The cluster had been running well with satisfactory throughput before the addition of the new servers. The problem had to be caused by the presence of the new servers. But the hardware profile and node configuration of the new servers were identical to the old ones. The data locality were low on the new servers, which was expected. Compaction would gradually improve the locality. But the compactions were extremely slow:

    regionserver.CompactSplitThread: Aborted compaction: Request = regionName=RAWHITS_20170309185447,D1CB38984A13104A21C6E7C1D2E32908_20170605122536_BD9070EC99A543888E392D8CFE6783DD,1505893790907.
    01a90223203e8816af1943e637263122., storeName=f1, fileCount=15, fileSize=24.2 G (23.4 G, 437.2 M, 248.2 M, 31.4 M, 2.9 M, 11.6 M,
    5.8 M, 2.8 M, 2.7 M, 7.4 M, 9.2 M, 2.6 M, 1.9 M, 935.7 K, 2.5 M), priority=180, time=3050883393679985;
    duration=1hrs, 49mins, 46sec

We expected some degradation in performance because of the low data locality on the new servers. But it was too much degradation.
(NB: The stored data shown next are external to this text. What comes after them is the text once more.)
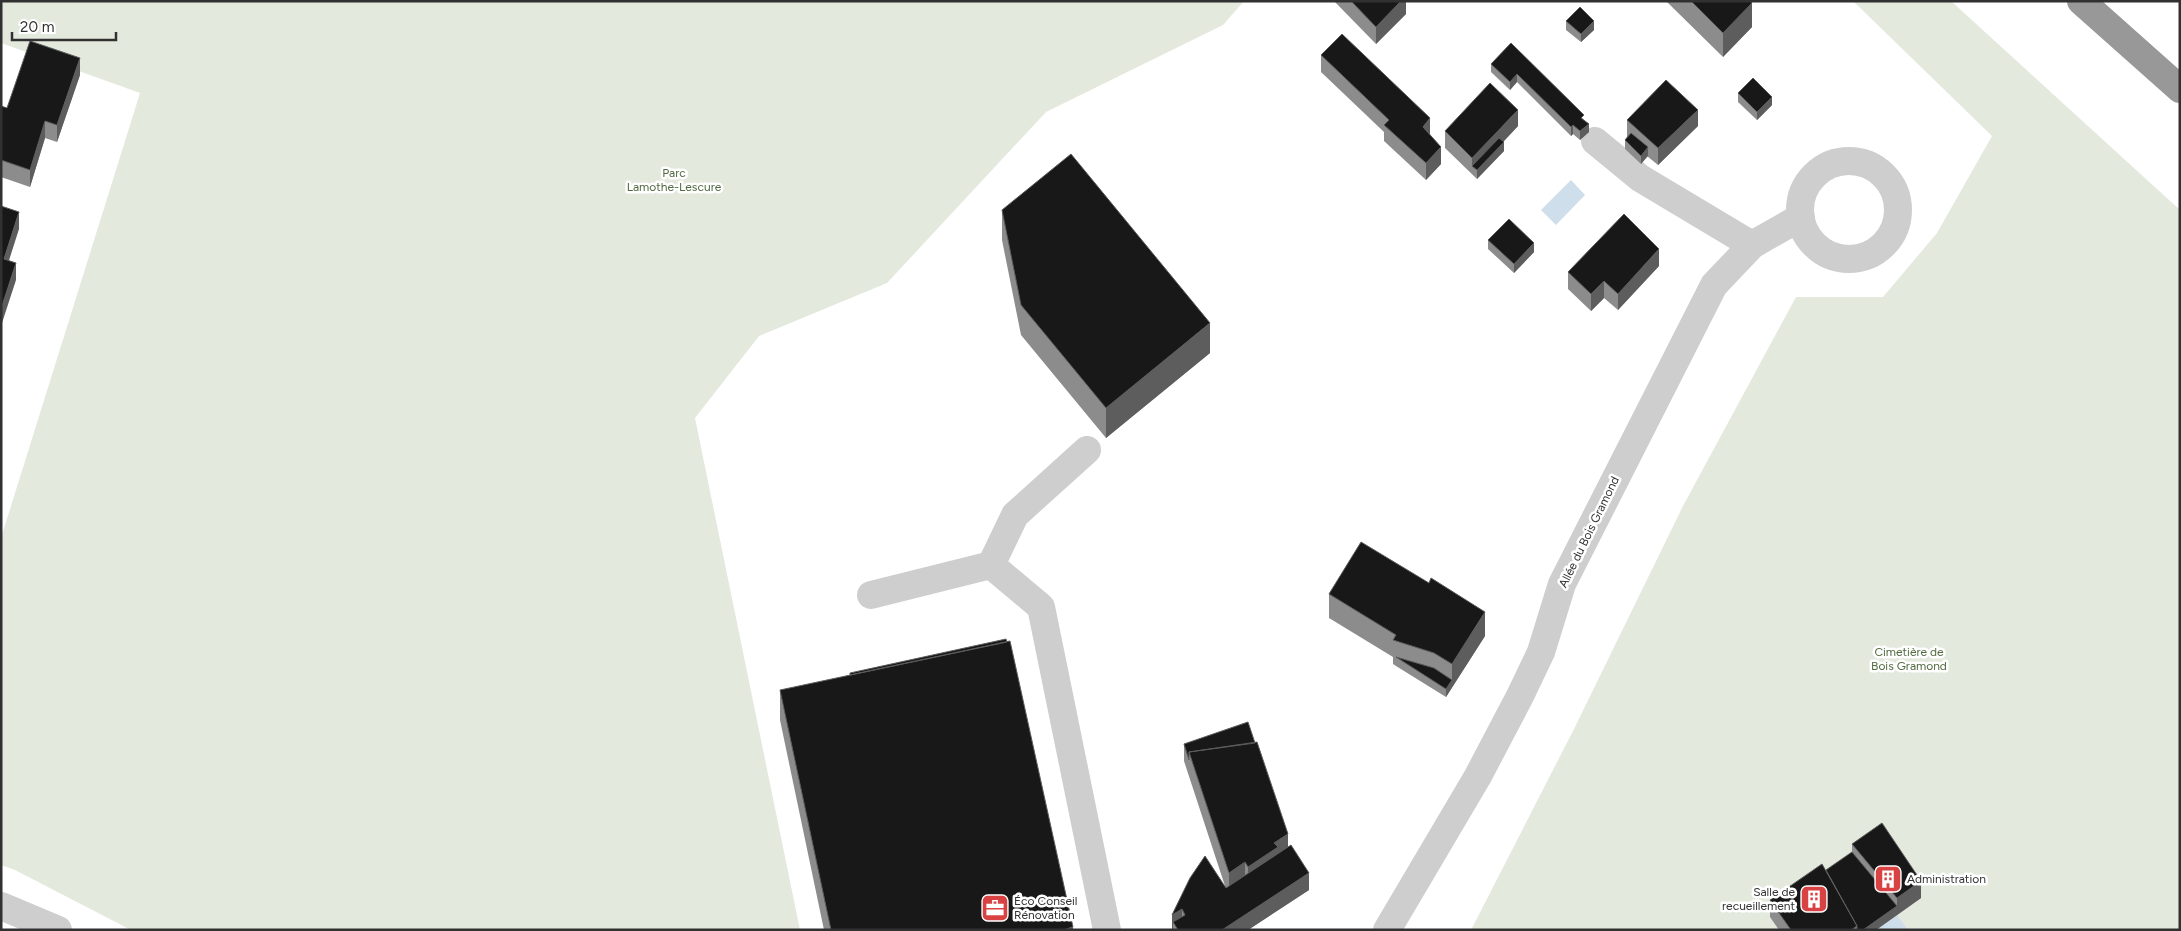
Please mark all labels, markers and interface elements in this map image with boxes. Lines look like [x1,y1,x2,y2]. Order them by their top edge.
scale bar [12,10,116,42]
text: 20 m [20,18,54,36]
park label: Parc Lamothe-Lescure [627,166,722,194]
street label: Allée du Bois Gramond [1556,474,1622,590]
park label: Cimetière de Bois Gramond [1871,645,1947,673]
building icon: Administration [1873,864,1903,894]
place label: Administration [1907,872,1986,886]
building icon: Salle de recueillement [1799,884,1829,914]
place label: Salle de recueillement [1722,885,1795,913]
office icon: Éco Conseil Rénovation [980,893,1010,923]
place label: Éco Conseil Rénovation [1014,894,1077,922]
There were messages in the datanode logs:

WARN datanode.DataNode ( – Slow BlockReceiver write packet to mirror took 1631ms (threshold=300ms)

It seemed to point to network congestion. We ran ‘iperf’ to look at the network performance. Between the old nodes, between the new nodes, and finally between the old and new nodes.

    [ 3] local xx.154.33.32 port 38954 connected with xx.154.33.247 port 5001
    [ ID] Interval Transfer Bandwidth
    [ 3] 0.0-10.0 sec 10.9 GBytes 9.35 Gbits/sec
    [ 3] local xx.154.33.32 port 52064 connected with xx.155.37.35 port 5001
    [ ID] Interval Transfer Bandwidth
    [ 3] 0.0-10.0 sec 50.8 MBytes 42.5 Mbits/sec

The first ‘iperf’ output was between old nodes. The second ‘iperf’ output was between old node and new node, and it was apparently too slow. It was the problem!
Without going into the details, it turned out that the network was mis-configured when adding the new servers. The data transfer between new and old nodes was not up to speed while HBase’s data locality was low.

After the network issue was fixed, HBase performance got back to normal, and clients were able to feed into HBase nicely again.